Ich persönlich bin intensiv daran interessiert, den Fortgang bzw. das Ende einer Geschichte so früh wie möglich zu kennen, denn dann kann ich die Geschichte selber mit viel mehr Genuss lesen und muss nicht hektisch durch das Buch hetzen, weil ich unbedingt wissen will, wer der Mörder ist, oder so.
Aber gut, ich finde Spannung ja auch grundsätzlich eine sehr lästige, unangenehme Situation, die ich gerne so früh wie möglich auflösen oder noch besser, gleich von vornherein umgehen möchte.
Als Kind fand ich es schon schrecklich, wenn die Erwachsenen versucht haben, mich dadurch zu ärgern, dass sie ständig verschlüsselte Andeutungen über bevorstehende Geburtstags- oder Weihnachtsgeschenke machten, ich wollten dann lieber gar kein Geschenk haben als dieses Theater mitzumachen.

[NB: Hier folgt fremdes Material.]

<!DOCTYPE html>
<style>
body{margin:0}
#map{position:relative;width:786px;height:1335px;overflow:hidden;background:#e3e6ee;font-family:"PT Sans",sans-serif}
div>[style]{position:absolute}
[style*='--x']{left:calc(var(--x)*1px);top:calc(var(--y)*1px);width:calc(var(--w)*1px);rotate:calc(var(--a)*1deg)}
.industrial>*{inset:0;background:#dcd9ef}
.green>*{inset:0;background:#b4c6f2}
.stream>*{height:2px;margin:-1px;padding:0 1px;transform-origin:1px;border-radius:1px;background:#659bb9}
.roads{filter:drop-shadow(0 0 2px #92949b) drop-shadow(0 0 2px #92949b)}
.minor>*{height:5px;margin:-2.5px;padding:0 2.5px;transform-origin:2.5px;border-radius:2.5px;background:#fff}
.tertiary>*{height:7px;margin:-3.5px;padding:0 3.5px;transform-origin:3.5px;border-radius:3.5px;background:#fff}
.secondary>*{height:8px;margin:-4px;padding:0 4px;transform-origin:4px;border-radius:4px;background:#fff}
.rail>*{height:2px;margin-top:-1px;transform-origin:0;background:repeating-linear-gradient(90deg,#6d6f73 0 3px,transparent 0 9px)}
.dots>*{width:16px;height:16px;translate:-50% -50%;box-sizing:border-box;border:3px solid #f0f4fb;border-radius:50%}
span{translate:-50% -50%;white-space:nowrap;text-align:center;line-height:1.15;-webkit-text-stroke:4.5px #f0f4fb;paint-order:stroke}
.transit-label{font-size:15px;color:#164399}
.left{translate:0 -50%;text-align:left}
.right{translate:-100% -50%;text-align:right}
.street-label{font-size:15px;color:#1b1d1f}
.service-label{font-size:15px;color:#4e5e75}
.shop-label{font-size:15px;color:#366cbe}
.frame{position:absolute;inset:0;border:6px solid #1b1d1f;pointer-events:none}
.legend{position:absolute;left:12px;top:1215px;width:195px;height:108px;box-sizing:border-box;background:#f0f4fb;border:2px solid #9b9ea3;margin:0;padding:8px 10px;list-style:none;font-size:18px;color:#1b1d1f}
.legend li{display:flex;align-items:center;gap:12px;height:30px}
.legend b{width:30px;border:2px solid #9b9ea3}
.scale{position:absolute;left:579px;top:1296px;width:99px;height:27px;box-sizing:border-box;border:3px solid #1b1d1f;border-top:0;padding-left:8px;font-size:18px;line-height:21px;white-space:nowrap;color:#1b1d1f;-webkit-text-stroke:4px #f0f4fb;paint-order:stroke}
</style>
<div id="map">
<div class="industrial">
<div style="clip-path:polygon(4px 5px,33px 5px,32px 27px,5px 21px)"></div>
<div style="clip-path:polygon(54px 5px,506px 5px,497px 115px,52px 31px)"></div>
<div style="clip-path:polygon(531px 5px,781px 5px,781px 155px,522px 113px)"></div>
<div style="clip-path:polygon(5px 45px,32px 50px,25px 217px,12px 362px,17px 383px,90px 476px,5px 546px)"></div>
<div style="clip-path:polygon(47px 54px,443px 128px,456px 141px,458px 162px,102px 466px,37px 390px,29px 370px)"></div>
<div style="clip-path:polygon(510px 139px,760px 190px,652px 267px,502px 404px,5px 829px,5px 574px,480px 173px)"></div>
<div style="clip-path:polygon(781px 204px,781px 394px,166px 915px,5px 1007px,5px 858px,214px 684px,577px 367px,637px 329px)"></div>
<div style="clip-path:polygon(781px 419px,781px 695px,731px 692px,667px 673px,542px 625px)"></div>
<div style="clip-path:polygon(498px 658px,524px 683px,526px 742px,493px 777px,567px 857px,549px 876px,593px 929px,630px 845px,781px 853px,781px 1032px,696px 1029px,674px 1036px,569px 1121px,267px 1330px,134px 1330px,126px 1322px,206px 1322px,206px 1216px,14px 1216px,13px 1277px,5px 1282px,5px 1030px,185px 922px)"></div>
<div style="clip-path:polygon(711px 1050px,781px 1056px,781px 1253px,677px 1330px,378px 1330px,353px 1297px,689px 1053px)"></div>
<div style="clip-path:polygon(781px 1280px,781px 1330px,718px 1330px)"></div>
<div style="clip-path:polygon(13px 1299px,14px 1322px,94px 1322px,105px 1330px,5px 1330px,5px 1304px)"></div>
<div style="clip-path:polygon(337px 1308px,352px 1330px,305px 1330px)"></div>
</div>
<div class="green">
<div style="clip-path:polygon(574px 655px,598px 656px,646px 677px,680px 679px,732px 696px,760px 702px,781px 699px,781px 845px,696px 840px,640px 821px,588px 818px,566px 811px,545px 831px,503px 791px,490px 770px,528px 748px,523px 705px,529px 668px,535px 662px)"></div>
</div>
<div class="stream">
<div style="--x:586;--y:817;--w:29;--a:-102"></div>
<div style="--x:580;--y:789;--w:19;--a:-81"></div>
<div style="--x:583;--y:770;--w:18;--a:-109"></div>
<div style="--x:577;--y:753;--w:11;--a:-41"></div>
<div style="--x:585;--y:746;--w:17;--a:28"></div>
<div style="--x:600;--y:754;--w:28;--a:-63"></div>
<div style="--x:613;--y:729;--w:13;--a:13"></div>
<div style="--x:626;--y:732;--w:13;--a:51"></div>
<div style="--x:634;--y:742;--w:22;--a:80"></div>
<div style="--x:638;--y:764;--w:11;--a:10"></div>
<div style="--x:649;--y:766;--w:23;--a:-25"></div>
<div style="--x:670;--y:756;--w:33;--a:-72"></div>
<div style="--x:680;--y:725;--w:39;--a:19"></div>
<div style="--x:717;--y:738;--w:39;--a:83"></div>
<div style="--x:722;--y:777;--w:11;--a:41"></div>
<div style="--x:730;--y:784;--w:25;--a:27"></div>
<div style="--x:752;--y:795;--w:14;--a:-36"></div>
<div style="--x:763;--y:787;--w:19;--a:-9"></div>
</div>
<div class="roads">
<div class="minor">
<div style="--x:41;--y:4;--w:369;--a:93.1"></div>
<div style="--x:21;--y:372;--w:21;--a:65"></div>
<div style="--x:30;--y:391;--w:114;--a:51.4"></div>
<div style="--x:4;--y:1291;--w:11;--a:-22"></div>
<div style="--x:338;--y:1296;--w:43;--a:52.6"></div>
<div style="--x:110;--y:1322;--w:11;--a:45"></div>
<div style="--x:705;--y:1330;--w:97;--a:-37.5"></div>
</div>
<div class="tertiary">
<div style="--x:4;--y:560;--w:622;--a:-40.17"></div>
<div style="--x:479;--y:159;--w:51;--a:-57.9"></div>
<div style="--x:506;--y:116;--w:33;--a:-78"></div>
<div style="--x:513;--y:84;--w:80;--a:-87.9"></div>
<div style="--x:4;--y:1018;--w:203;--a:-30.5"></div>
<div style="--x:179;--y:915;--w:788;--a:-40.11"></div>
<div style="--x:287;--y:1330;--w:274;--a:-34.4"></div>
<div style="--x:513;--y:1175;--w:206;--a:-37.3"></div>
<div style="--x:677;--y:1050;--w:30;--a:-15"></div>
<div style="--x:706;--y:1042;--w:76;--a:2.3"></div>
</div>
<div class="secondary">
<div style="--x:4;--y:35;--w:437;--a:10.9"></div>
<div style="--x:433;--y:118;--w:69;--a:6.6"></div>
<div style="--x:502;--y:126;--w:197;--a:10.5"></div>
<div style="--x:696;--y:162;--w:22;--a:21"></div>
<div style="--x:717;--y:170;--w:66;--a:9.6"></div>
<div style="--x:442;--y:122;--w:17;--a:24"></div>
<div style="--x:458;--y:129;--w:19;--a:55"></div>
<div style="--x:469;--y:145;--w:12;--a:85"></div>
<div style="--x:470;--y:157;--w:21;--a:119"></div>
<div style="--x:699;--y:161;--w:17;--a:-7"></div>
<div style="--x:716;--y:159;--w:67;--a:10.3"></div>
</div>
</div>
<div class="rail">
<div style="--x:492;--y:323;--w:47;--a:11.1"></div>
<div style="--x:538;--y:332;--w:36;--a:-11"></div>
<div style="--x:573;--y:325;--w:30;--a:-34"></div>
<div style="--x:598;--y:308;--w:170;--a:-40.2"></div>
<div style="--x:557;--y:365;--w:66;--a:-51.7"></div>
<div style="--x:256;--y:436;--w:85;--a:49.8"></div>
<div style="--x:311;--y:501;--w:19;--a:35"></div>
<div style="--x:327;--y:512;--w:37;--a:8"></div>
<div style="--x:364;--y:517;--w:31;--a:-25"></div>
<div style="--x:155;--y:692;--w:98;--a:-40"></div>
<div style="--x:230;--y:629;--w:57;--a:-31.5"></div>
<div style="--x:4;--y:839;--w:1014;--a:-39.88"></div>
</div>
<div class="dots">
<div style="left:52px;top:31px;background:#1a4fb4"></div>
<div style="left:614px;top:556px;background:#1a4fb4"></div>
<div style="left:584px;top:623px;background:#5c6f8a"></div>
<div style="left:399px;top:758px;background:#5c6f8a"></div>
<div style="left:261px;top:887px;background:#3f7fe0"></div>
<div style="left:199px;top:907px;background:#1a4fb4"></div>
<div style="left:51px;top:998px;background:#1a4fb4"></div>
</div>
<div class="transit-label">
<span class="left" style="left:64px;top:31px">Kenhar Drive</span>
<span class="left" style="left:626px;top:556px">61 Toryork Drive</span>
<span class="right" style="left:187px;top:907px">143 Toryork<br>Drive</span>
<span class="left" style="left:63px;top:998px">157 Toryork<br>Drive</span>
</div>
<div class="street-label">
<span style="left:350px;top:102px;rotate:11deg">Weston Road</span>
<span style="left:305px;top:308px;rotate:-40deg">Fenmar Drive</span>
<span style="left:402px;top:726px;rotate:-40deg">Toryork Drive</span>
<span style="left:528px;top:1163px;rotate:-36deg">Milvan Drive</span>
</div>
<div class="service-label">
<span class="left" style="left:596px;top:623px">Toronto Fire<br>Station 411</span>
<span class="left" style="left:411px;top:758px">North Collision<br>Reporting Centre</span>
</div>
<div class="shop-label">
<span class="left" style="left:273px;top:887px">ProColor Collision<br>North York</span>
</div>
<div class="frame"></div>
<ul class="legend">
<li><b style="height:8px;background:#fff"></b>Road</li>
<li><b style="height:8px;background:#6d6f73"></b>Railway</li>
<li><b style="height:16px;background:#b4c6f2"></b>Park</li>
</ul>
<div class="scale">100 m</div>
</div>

In jedem Buch (okay, fast jedem, bei Sachbüchern eher nicht, aber bei Krimis immer) lese ich nach den ersten 10 Seiten als nächstes die letzten 10 Seiten, um schon mal einen groben Eindruck zu bekommen, von wo bis wo sich der Spannungsbogen spannt. Manche Autoren fang ich gleich von hinten an, damit ich mir sogar das Drama in den ersten Seiten erspare.

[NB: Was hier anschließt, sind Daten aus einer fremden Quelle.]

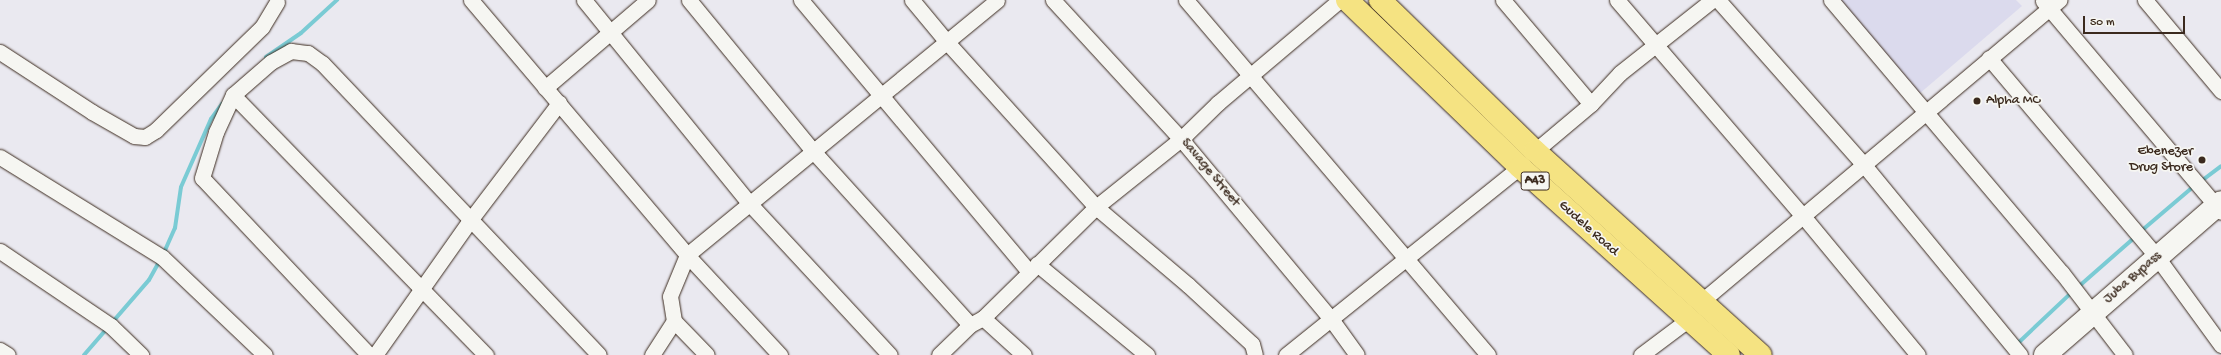 <!DOCTYPE html>
<html>
<head>
<meta charset="utf-8">
<style>
  body { margin:0 }
  #map { position:relative; width:2221px; height:355px; overflow:hidden; background:#eae9f0; font-family:"Gochi Hand",sans-serif }
  div>[style] { position:absolute }
  .built>* { inset:0; background:#dbdaed }
  .stream>* { height:4px; margin:-2px; padding:0 2px; transform-origin:2px; border-radius:2px; background:#7acbd4 }
  .roads { filter:drop-shadow(0 0 1px #3b2a1e) drop-shadow(0 0 1px #3b2a1e) }
  .minor>* { height:15px; margin:-7.5px; padding:0 7.5px; transform-origin:7.5px; border-radius:7.5px; background:#f6f6f2 }
  .secondary>* { height:22px; margin:-11px; padding:0 11px; transform-origin:11px; border-radius:11px; background:#f6f6f2 }
  .trunk>* { height:22px; margin:-11px; padding:0 11px; transform-origin:11px; border-radius:11px; background:#f5e382 }
  .dots>* { width:11px; height:11px; translate:-50% -50%; box-sizing:border-box; border:2px solid #f6f6f2; border-radius:50% }
  span { translate:-50% -50%; white-space:nowrap; text-align:center; line-height:1.15; -webkit-text-stroke:3.5px #f6f6f2; paint-order:stroke }
  .shield-label span { padding:1px 3px; background:#f6f6f2; border:1px solid; border-radius:3px; -webkit-text-stroke-width:0 }
  .shield-label { font-size:13px; color:#3b2a1e; font-weight:700 }
  .poi-label { font-size:14px; color:#3b2a1e }
  .left { translate:0 -50%; text-align:left }
  .right { translate:-100% -50%; text-align:right }
  .street-label { font-size:14px; color:#3b2a1e }
  .scale { position:absolute; left:2083px; top:16px; width:102px; height:18px; box-sizing:border-box; border:2px solid #3b2a1e; border-top:0; padding-left:5px; font-size:12px; line-height:14px; white-space:nowrap; color:#3b2a1e; -webkit-text-stroke:3px #f6f6f2; paint-order:stroke }
</style>
</head>
<body>
<div id="map">
  <div class="built">
    <div style="clip-path:polygon(1829px 0,2016px 0,2022px 6px,1912px 100px)"></div>
  </div>
  <div class="stream">
    <div style="left:266px;top:57px;width:42px;rotate:-34.4deg"></div>
    <div style="left:301px;top:33px;width:49px;rotate:-42.5deg"></div>
    <div style="left:2200px;top:182px;width:26px;rotate:-37deg"></div>
    <div style="left:2140px;top:232px;width:71px;rotate:-40.4deg"></div>
    <div style="left:2077px;top:288px;width:77px;rotate:-41.3deg"></div>
    <div style="left:2016px;top:345px;width:77px;rotate:-43.4deg"></div>
    <div style="left:84px;top:355px;width:99px;rotate:-49.1deg"></div>
    <div style="left:149px;top:280px;width:26px;rotate:-61deg"></div>
    <div style="left:162px;top:257px;width:32px;rotate:-66deg"></div>
    <div style="left:175px;top:228px;width:41px;rotate:-81.7deg"></div>
    <div style="left:181px;top:187px;width:74px;rotate:-66.2deg"></div>
    <div style="left:211px;top:119px;width:19px;rotate:-54deg"></div>
  </div>
  <div class="roads">
    <div class="minor">
      <div style="left:471px;top:0;width:334px;rotate:49.7deg"></div>
      <div style="left:687px;top:255px;width:137px;rotate:47.1deg"></div>
      <div style="left:584px;top:0;width:262px;rotate:50.9deg"></div>
      <div style="left:749px;top:203px;width:207px;rotate:47.2deg"></div>
      <div style="left:689px;top:0;width:195px;rotate:50.6deg"></div>
      <div style="left:813px;top:151px;width:234px;rotate:47.9deg"></div>
      <div style="left:801px;top:0;width:355px;rotate:50deg"></div>
      <div style="left:912px;top:0;width:53px;rotate:50.3deg"></div>
      <div style="left:946px;top:41px;width:224px;rotate:47.9deg"></div>
      <div style="left:1096px;top:207px;width:121px;rotate:40.3deg"></div>
      <div style="left:1188px;top:285px;width:87px;rotate:42.7deg"></div>
      <div style="left:1252px;top:344px;width:11px;rotate:75deg"></div>
      <div style="left:1053px;top:0;width:189px;rotate:47.4deg"></div>
      <div style="left:1181px;top:139px;width:234px;rotate:50.2deg"></div>
      <div style="left:1331px;top:319px;width:44px;rotate:54.2deg"></div>
      <div style="left:1186px;top:0;width:466px;rotate:49.6deg"></div>
      <div style="left:1503px;top:0;width:136px;rotate:49.8deg"></div>
      <div style="left:1617px;top:0;width:285px;rotate:49.3deg"></div>
      <div style="left:1803px;top:216px;width:180px;rotate:50.4deg"></div>
      <div style="left:1718px;top:0;width:220px;rotate:48.5deg"></div>
      <div style="left:1864px;top:165px;width:246px;rotate:50.6deg"></div>
      <div style="left:1831px;top:0;width:358px;rotate:49.8deg"></div>
      <div style="left:2062px;top:273px;width:103px;rotate:52.5deg"></div>
      <div style="left:2145px;top:0;width:119px;rotate:50.1deg"></div>
      <div style="left:2043px;top:1px;width:276px;rotate:49.8deg"></div>
      <div style="left:0;top:52px;width:110px;rotate:33.1deg"></div>
      <div style="left:92px;top:112px;width:48px;rotate:29.7deg"></div>
      <div style="left:134px;top:136px;width:11px;rotate:5deg"></div>
      <div style="left:145px;top:137px;width:13px;rotate:-32deg"></div>
      <div style="left:156px;top:130px;width:148px;rotate:-44.2deg"></div>
      <div style="left:262px;top:27px;width:29px;rotate:-59deg"></div>
      <div style="left:1989px;top:58px;width:260px;rotate:49.8deg"></div>
      <div style="left:2157px;top:257px;width:109px;rotate:54deg"></div>
      <div style="left:545px;top:88px;width:135px;rotate:-40.5deg"></div>
      <div style="left:233px;top:95px;width:363px;rotate:45.8deg"></div>
      <div style="left:1535px;top:151px;width:73px;rotate:-40deg"></div>
      <div style="left:1591px;top:104px;width:42px;rotate:-46.9deg"></div>
      <div style="left:1620px;top:73px;width:117px;rotate:-38.4deg"></div>
      <div style="left:0;top:157px;width:190px;rotate:31.7deg"></div>
      <div style="left:162px;top:257px;width:142px;rotate:43.6deg"></div>
      <div style="left:0;top:251px;width:134px;rotate:34deg"></div>
      <div style="left:111px;top:326px;width:42px;rotate:44deg"></div>
      <div style="left:1037px;top:264px;width:143px;rotate:39.6deg"></div>
      <div style="left:1703px;top:300px;width:466px;rotate:-40.1deg"></div>
      <div style="left:983px;top:318px;width:55px;rotate:42.1deg"></div>
      <div style="left:674px;top:321px;width:47px;rotate:45.9deg"></div>
      <div style="left:0;top:350px;width:9px;rotate:32deg"></div>
      <div style="left:369px;top:355px;width:243px;rotate:-133.3deg"></div>
      <div style="left:202px;top:178px;width:48px;rotate:-73.1deg"></div>
      <div style="left:216px;top:132px;width:41px;rotate:-65.3deg"></div>
      <div style="left:233px;top:95px;width:50px;rotate:-41deg"></div>
      <div style="left:271px;top:62px;width:23px;rotate:-29deg"></div>
      <div style="left:291px;top:51px;width:17px;rotate:7deg"></div>
      <div style="left:308px;top:53px;width:17px;rotate:36deg"></div>
      <div style="left:322px;top:63px;width:402px;rotate:46.5deg"></div>
      <div style="left:375px;top:355px;width:166px;rotate:-54.8deg"></div>
      <div style="left:471px;top:219px;width:146px;rotate:-52.8deg"></div>
      <div style="left:652px;top:355px;width:40px;rotate:-57.1deg"></div>
      <div style="left:674px;top:321px;width:25px;rotate:-99deg"></div>
      <div style="left:670px;top:296px;width:44px;rotate:-67.5deg"></div>
      <div style="left:687px;top:255px;width:401px;rotate:-39.4deg"></div>
      <div style="left:939px;top:355px;width:43px;rotate:-44.1deg"></div>
      <div style="left:970px;top:325px;width:15px;rotate:-28deg"></div>
      <div style="left:983px;top:318px;width:158px;rotate:-44.5deg"></div>
      <div style="left:1096px;top:207px;width:109px;rotate:-38.7deg"></div>
      <div style="left:1181px;top:139px;width:52px;rotate:-44.2deg"></div>
      <div style="left:1218px;top:103px;width:160px;rotate:-40.2deg"></div>
      <div style="left:1286px;top:355px;width:300px;rotate:-38.8deg"></div>
      <div style="left:1641px;top:355px;width:60px;rotate:-36.9deg"></div>
    </div>
    <div class="secondary">
      <div style="left:2045px;top:355px;width:233px;rotate:-41deg"></div>
    </div>
    <div class="trunk">
      <div style="left:1347px;top:0;width:240px;rotate:44deg"></div>
      <div style="left:1520px;top:167px;width:281px;rotate:42deg"></div>
      <div style="left:1380px;top:0;width:216px;rotate:44.3deg"></div>
      <div style="left:1535px;top:151px;width:304px;rotate:42.1deg"></div>
    </div>
  </div>
  <div class="dots">
    <div style="left:1977px;top:101px;background:#3b2a1e"></div>
    <div style="left:2202px;top:160px;background:#3b2a1e"></div>
  </div>
  <div class="shield-label">
    <span style="left:1535px;top:181px">A43</span>
  </div>
  <div class="poi-label">
    <span class="left" style="left:1986px;top:101px">Alpha MC</span>
    <span class="right" style="left:2193px;top:160px">Ebenezer<br>Drug Store</span>
  </div>
  <div class="street-label">
    <span style="left:1210px;top:173px;rotate:50deg">Savage Street</span>
    <span style="left:1588px;top:229px;rotate:42deg">Gudele Road</span>
    <span style="left:2133px;top:278px;rotate:-41deg">Juba Bypass</span>
  </div>
  <div class="scale">50 m</div>
</div>
</body>
</html>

Ich lese Bücher vor allem, weil ich Spaß an der Sprache habe, weil ich die Erzähltechnik mag, weil ich einen gutgemachten Aufbau und eine durchdachte Struktur bewundern kann, der Inhalt selber ist dabei für mich eher Nebensache. Aber all diese feinen Details kann ich nur dann wirklich genießen, wenn ich nicht vor lauter Luftanhalten, Fingernägelbeißen und atemloser Eile gezwungen bin, im Tiefflug durch die Geschichte zu jagen und mich mehr auf mich als auf die Feinheiten des Textes zu konzentrieren.
Ich wundere mich regelmäßig über den fast einheitlich akzeptierten Konsens, dass "spoilern" schlechtes Benehmen ist, ich persönlich finde spoilern eine ausgesprochen freundliche, zugewandte und rücksichtsvolle Eigenschaften, nämlich andere höflich und liebevoll zu behandeln, statt sie einer unerbittlichen Spannung auszusetzen und dort alleine zu lassen.
Wenn man mir schlechte Laune machen will, reicht es, mich auf die Folter zu spannen. Der Begriff sagt doch schon alles, wer wird eigentlich gerne auf die Folter gespannt?
Oder besteht die Mehrheit der Gesellschaft aus heimlichen Masochisten und ich habe das nur noch nicht begriffen?